There's a couple of things people who don't like it criticize. For one, the Christensen footage is from an early test for Revenge of the Sith, so he's just weirdly glowering at the camera because he wasn't thinking about this moment when it was filmed. That's also why it's just Hayden's head comped onto Sebastian Shaw's body.
Then there's obviously the question of ... why Hayden Christensen at all? The implication is that the "real" Anakin Skywalker died decades ago and was replaced by Darth Vader, which kind of runs counter to the idea that he was ultimately redeemed by his love for his son as presented in the original cut.
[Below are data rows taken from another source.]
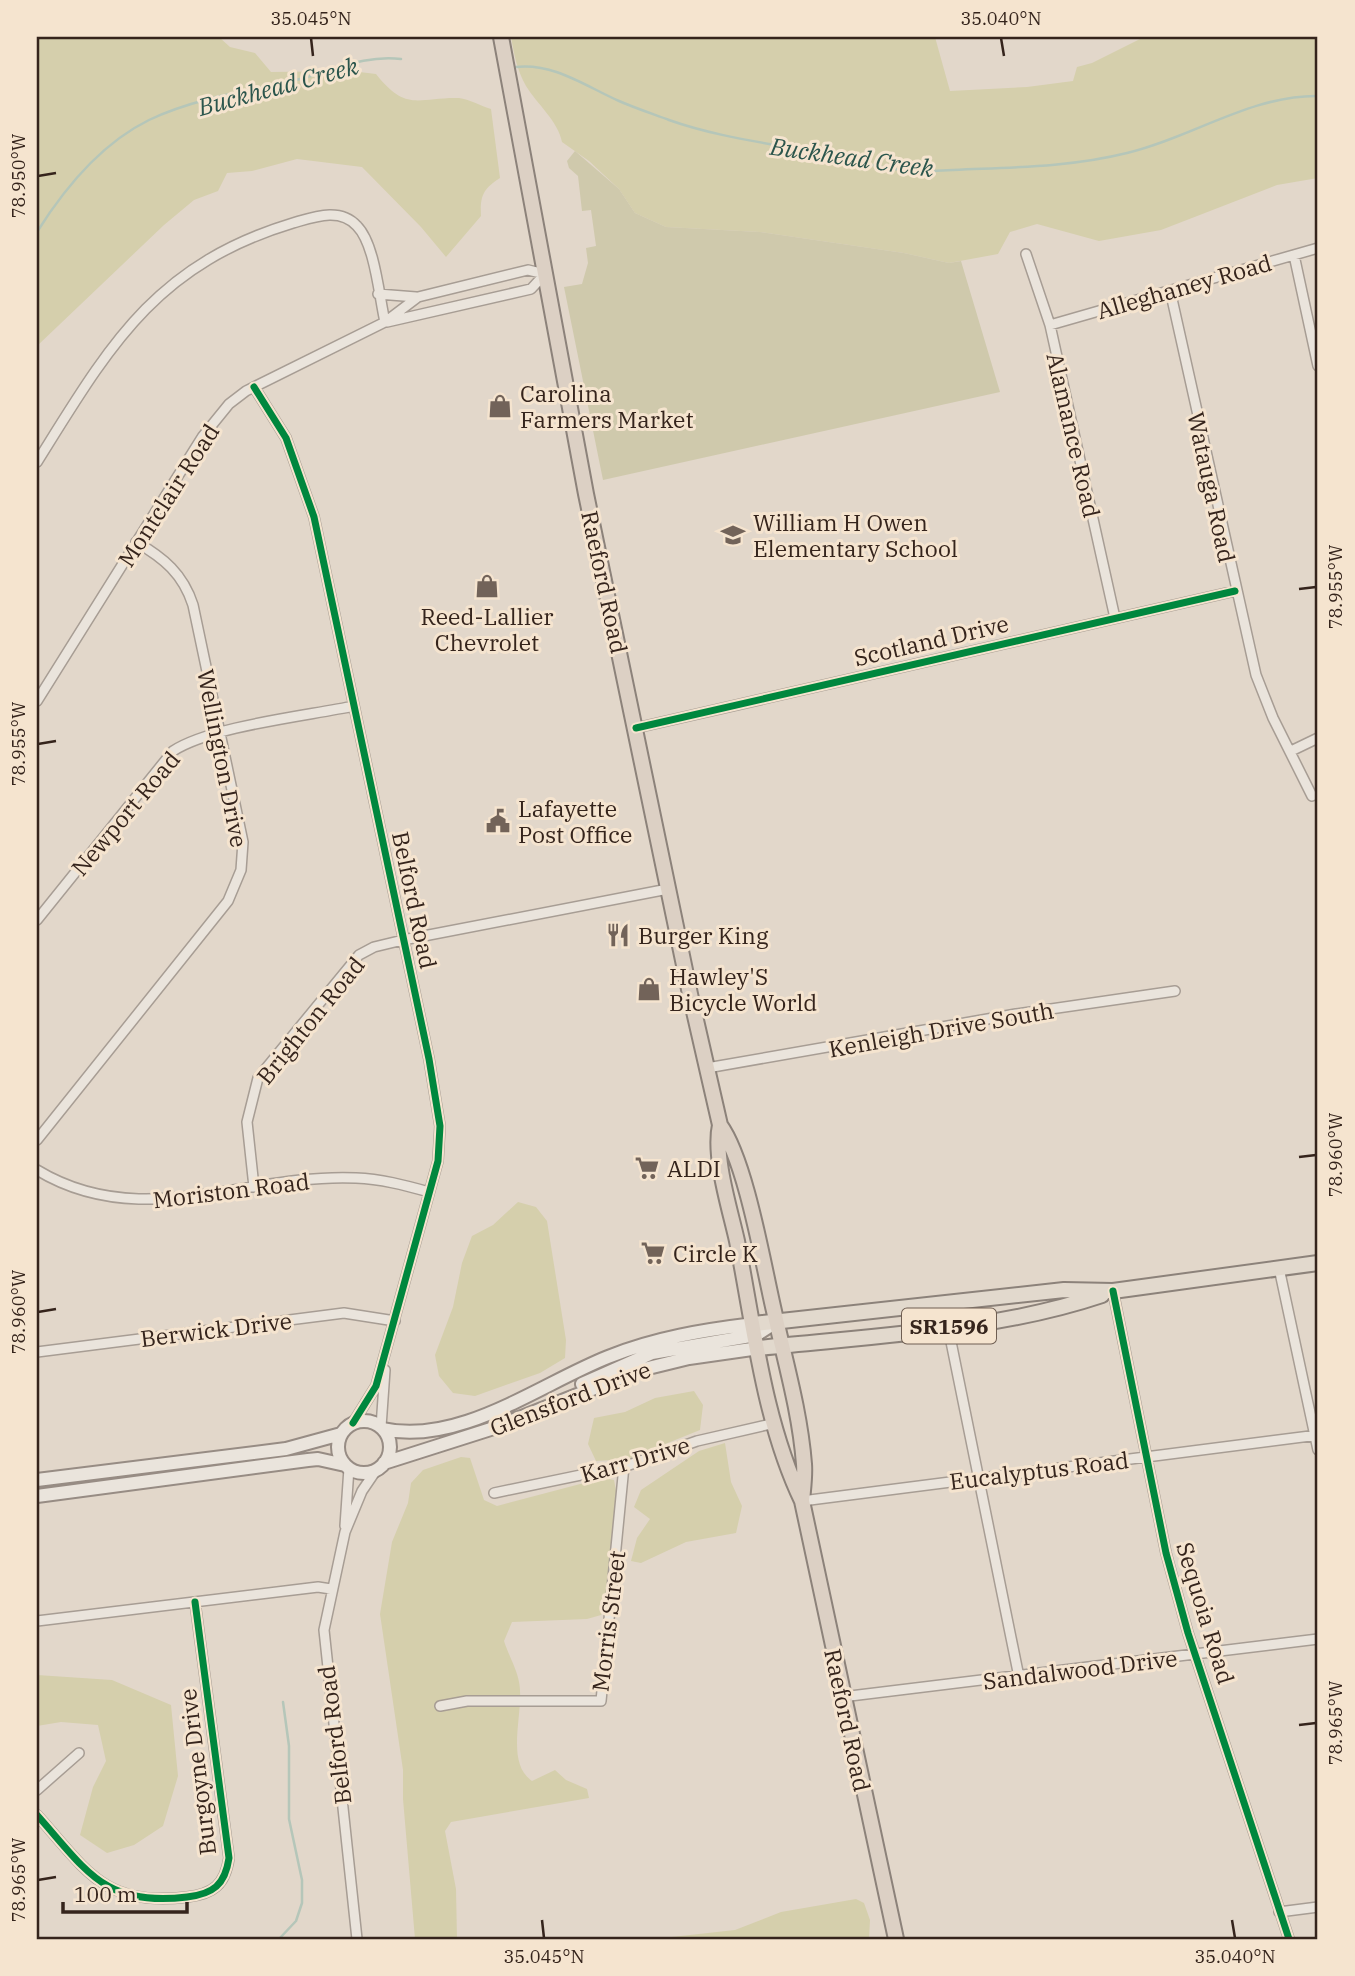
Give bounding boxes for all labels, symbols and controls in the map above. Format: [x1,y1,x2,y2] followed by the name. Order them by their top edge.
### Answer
[270,7,352,30] text: 35.045°N
[960,7,1042,30] text: 35.040°N
[193,49,362,123] water label: Buckhead Creek
[767,130,936,184] water label: Buckhead Creek
[7,133,30,218] text: 78.950°W
[1093,247,1275,325] street label: Alleghaney Road
[1040,350,1108,520] street label: Alamance Road
[520,378,694,434] place label: Carolina Farmers Market
[486,392,514,420] shop icon: Carolina Farmers Market
[1181,409,1243,565] street label: Watauga Road
[111,418,225,572] street label: Montclair Road
[753,507,958,563] place label: William H Owen Elementary School
[575,508,635,656] street label: Raeford Road
[719,521,747,549] school or university icon: William H Owen Elementary School
[1324,544,1347,629] text: 78.955°W
[473,572,501,600] shop icon: Reed-Lallier Chevrolet
[421,601,553,657] place label: Reed-Lallier Chevrolet
[851,608,1011,672] street label: Scotland Drive
[191,666,255,850] street label: Wellington Drive
[7,701,30,786] text: 78.955°W
[64,744,186,882] street label: Newport Road
[518,793,632,849] place label: Lafayette Post Office
[484,807,512,835] public building icon: Lafayette Post Office
[386,829,444,971] street label: Belford Road
[638,920,769,950] place label: Burger King
[604,921,632,949] restaurant icon: Burger King
[249,950,371,1090] street label: Brighton Road
[669,961,817,1017] place label: Hawley'S Bicycle World
[635,975,663,1003] shop icon: Hawley'S Bicycle World
[826,994,1056,1064] street label: Kenleigh Drive South
[1324,1112,1347,1197] text: 78.960°W
[667,1153,721,1183] place label: ALDI
[633,1154,661,1182] supermarket icon: ALDI
[151,1166,311,1214] street label: Moriston Road
[673,1238,758,1268] place label: Circle K
[639,1239,667,1267] supermarket icon: Circle K
[7,1269,30,1354] text: 78.960°W
[139,1305,293,1353] street label: Berwick Drive
[902,1308,996,1344] road number: SR1596
[485,1354,655,1442] street label: Glensford Drive
[577,1429,693,1489] street label: Karr Drive
[948,1444,1130,1496] street label: Eucalyptus Road
[1170,1538,1242,1688] street label: Sequoia Road
[584,1549,632,1693] street label: Morris Street
[981,1642,1179,1696] street label: Sandalwood Drive
[818,1646,878,1794] street label: Raeford Road
[311,1664,357,1806] street label: Belford Road
[1324,1680,1347,1765] text: 78.965°W
[172,1687,222,1857] street label: Burgoyne Drive
[7,1837,30,1922] text: 78.965°W
[63,1871,187,1915] scale bar
[74,1880,137,1908] text: 100 m
[503,1945,585,1968] text: 35.045°N
[1194,1945,1276,1968] text: 35.040°N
Then you've got the fact that it kind of makes the original trilogy nonsensical in standalone. If you come to Star Wars and watch 4-5-6 first, there's some random guy you don't know at the end. It forces you to watch at least 1-2 and probably 3 first, or do something wacky like the Machete order (4-5-2-3-6), just so that the ending makes sense.
If you haven't figured it out yet, I don't like it myself. But I don't care because I've got the Despecialized editions, so Maclunkey it up.
The 4K trilogy (4K77, 4K80 and 4K83) are original theatrical film scans by enthusiasts. Where Despecialized manually recreated the originals by using multiple sources to restore changed scenes, the scans are just that. The results are ultimately very similar.
The main advantage to Despecialized is that it uses the official 4K Blu-Rays as its source for anything that doesn't need restoring, so it's mostly a professional quality transfer, while the 4K trilogy were scanned and cleaned up by fans. The main disadvantage is obviously that Despecialized is not a "real" theatrical cut while 4K is.
Either will probably satisfy somebody who wants to watch the unmodified orig trig.